L’articolo 12, primo comma, lettera b) del c.p.i. inoltre esclude che possa essere registrato come marchio un segno identico o simile ad una ditta già esistente. In tale ipotesi infatti si determinerebbe confusione nel pubblico.
Ditta, denominazione e ragione sociale
Nel parlare della ditta bisogna fare chiarezza riguardo l’attività dell’impresa esercitata individualmente e quella esercitata in forma societaria. La disciplina della ditta prevista dal codice civile, come accennato nell’introduzione, è stata pensata per l’imprenditore individuale. Con lo sviluppo dell’attività di impresa organizzata in forma societaria tuttavia la disciplina è stata applicata anche alla ragione e alla denominazione sociale. Si ricorda che la prima corrisponde al nome delle società di persone, la seconda a quello delle società di capitali. Anch’essi sono segni distintivi dell’impresa che, ai fini della tutela prevista dalla legge contro la concorrenza sleale, sono equiparati alla ditta e destinatari della medesima disciplina.
L’articolo 2567 c.c. stabilisce infatti che “La ragione sociale e la denominazione delle società sono regolate dai titoli V e VI di questo libro. Tuttavia si applicano anche ad esse le disposizioni dell’articolo 2564”. L’articolo 2564 tratta della modifica o integrazione della ditta in caso di confusione con quella di altro imprenditore.

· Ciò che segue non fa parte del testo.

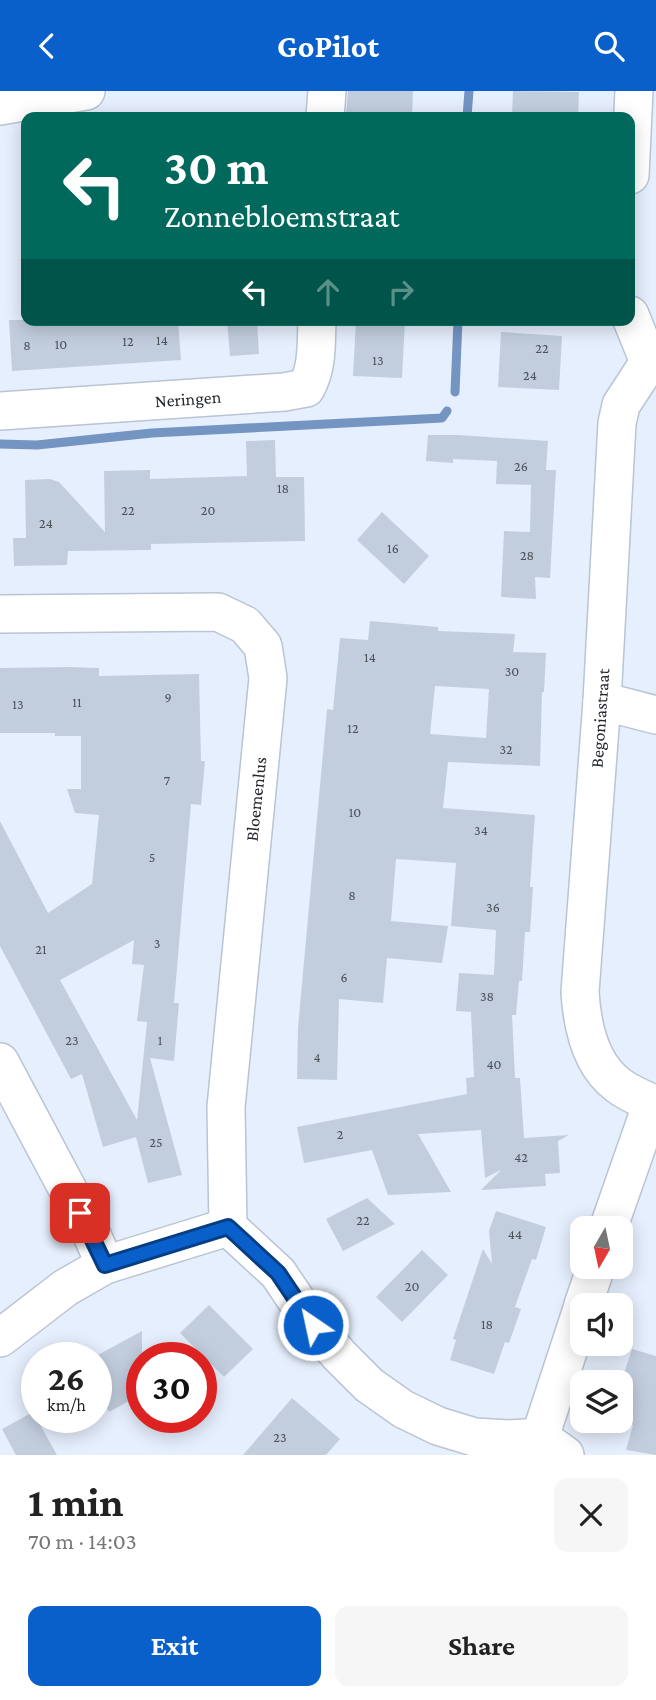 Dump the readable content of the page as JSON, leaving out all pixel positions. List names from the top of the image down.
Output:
{
  "streets": {
    "street": ["Neringen", "Begoniastraat", "Bloemenlus"]
  },
  "house_numbers": [
    "14",
    "12",
    "10",
    "8",
    "22",
    "13",
    "24",
    "26",
    "18",
    "22",
    "20",
    "24",
    "16",
    "28",
    "14",
    "30",
    "9",
    "11",
    "13",
    "12",
    "32",
    "7",
    "10",
    "34",
    "5",
    "8",
    "36",
    "3",
    "21",
    "6",
    "38",
    "23",
    "1",
    "4",
    "40",
    "2",
    "25",
    "42",
    "22",
    "44",
    "20",
    "18",
    "23"
  ],
  "north": "bottom",
  "page": {
    "header": "GoPilot",
    "turn": ["30 m", "Zonnebloemstraat"],
    "speed": "26 km/h",
    "limit": "30",
    "heading": ["1 min", "70 m · 14:03"],
    "buttons": ["Exit", "Share"]
  }
} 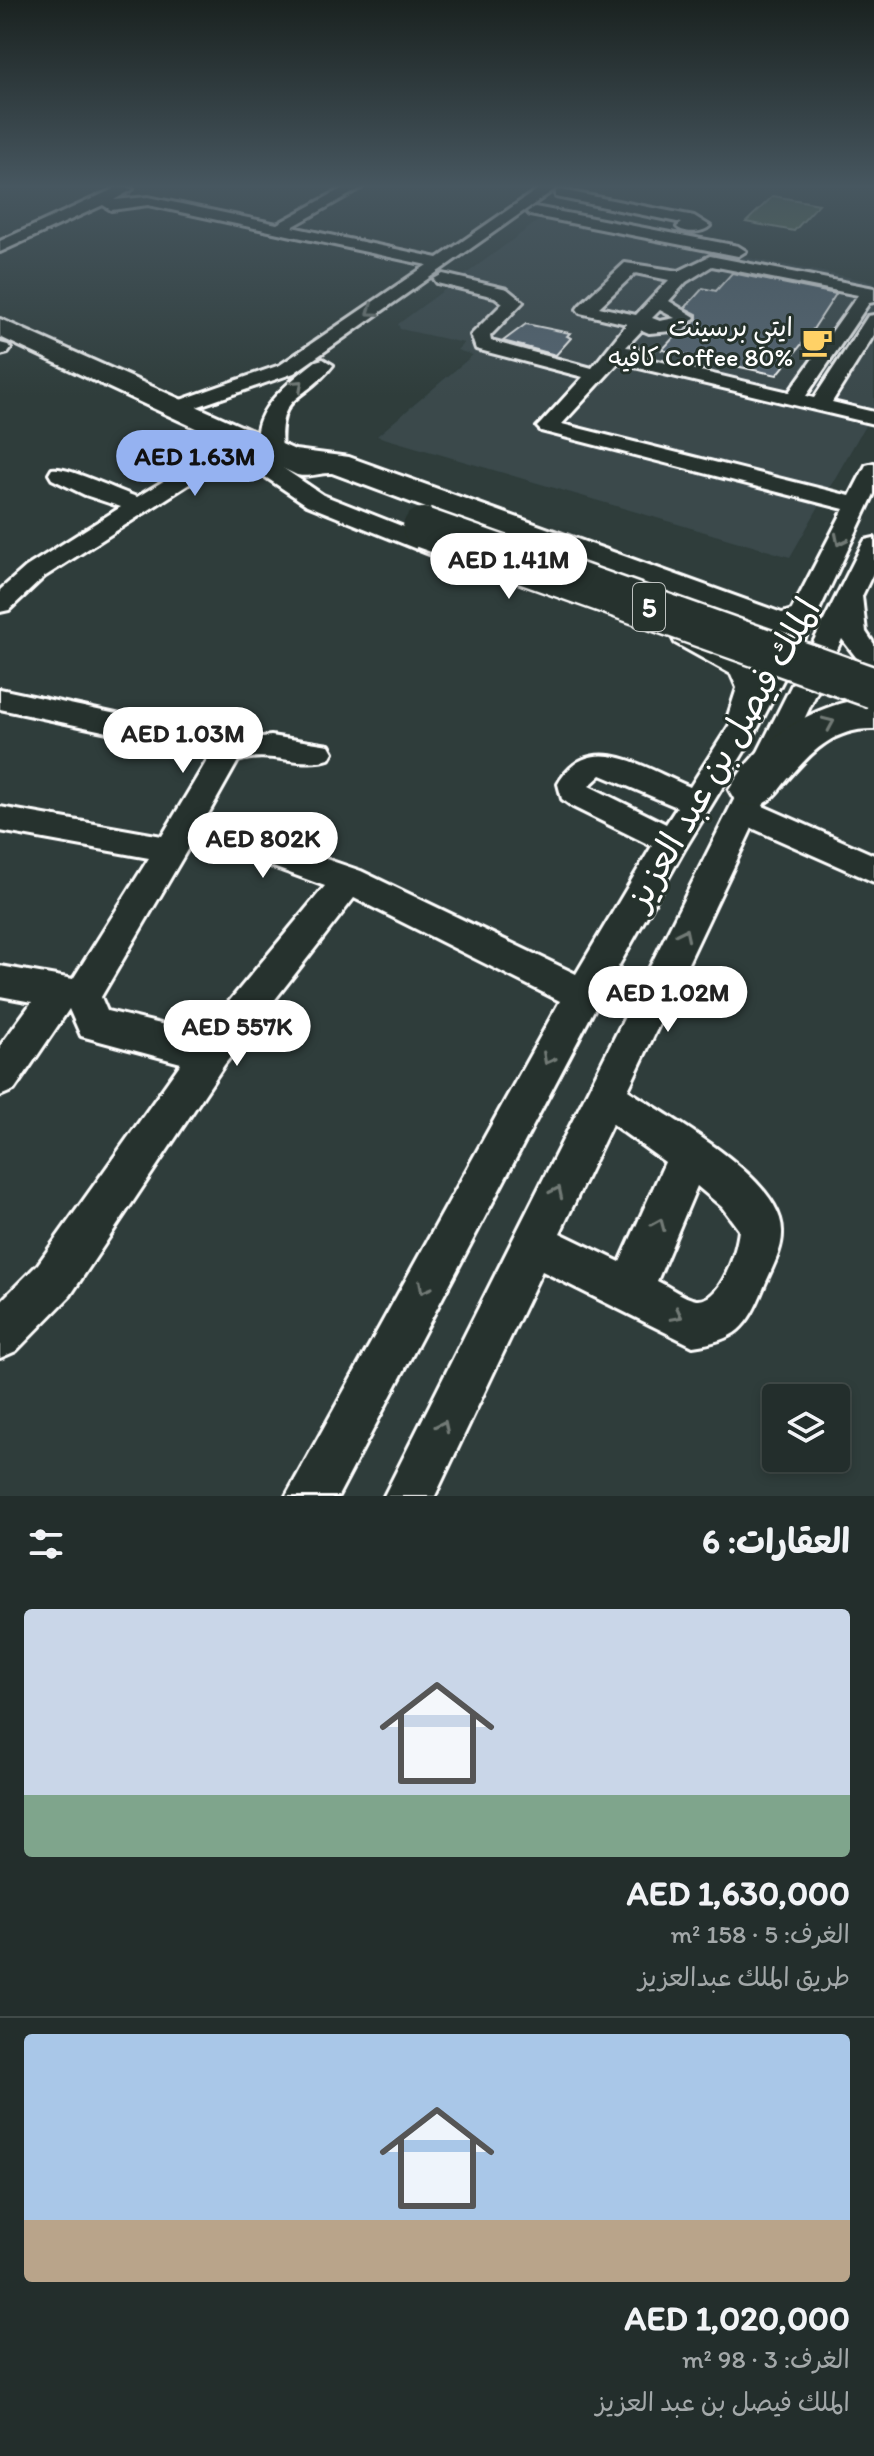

In ogni caso la ditta, la denominazione e la ragione sociale rimangono fattispecie distinte. Una società infatti può esercitare più attività d’impresa ed utilizzare una ditta diversa dalla propria denominazione o ragione sociale per identificare un’altra delle sue imprese. È lo stesso articolo 2564 inoltre a presumere la differenza fra le due fattispecie.
Acquisto del diritto
A differenza del marchio l’acquisto del diritto alla ditta non si acquisisce mediante un’apposita procedura di deposito o registrazione, salvo la ditta venga registrata come marchio. Il suo utilizzo nei rapporti d’affari è sufficiente all’acquisizione del diritto, sebbene sia prevista l’obbligatoria iscrizione della ditta al registro delle imprese. L’articolo 2566 c.c. infatti, presuppone, nella sua formulazione, l’iscrizione di tale segno distintivo presso il registro delle imprese affermando che “Per le imprese commerciali, l’ufficio del registro delle imprese deve rifiutare l’iscrizione della ditta, se questa non è conforme a quanto è prescritto dal secondo comma dell’articolo 2563 o, trattandosi di ditta derivata, se non è depositata copia dell’atto in base al quale ha avuto luogo la successione nell’azienda”.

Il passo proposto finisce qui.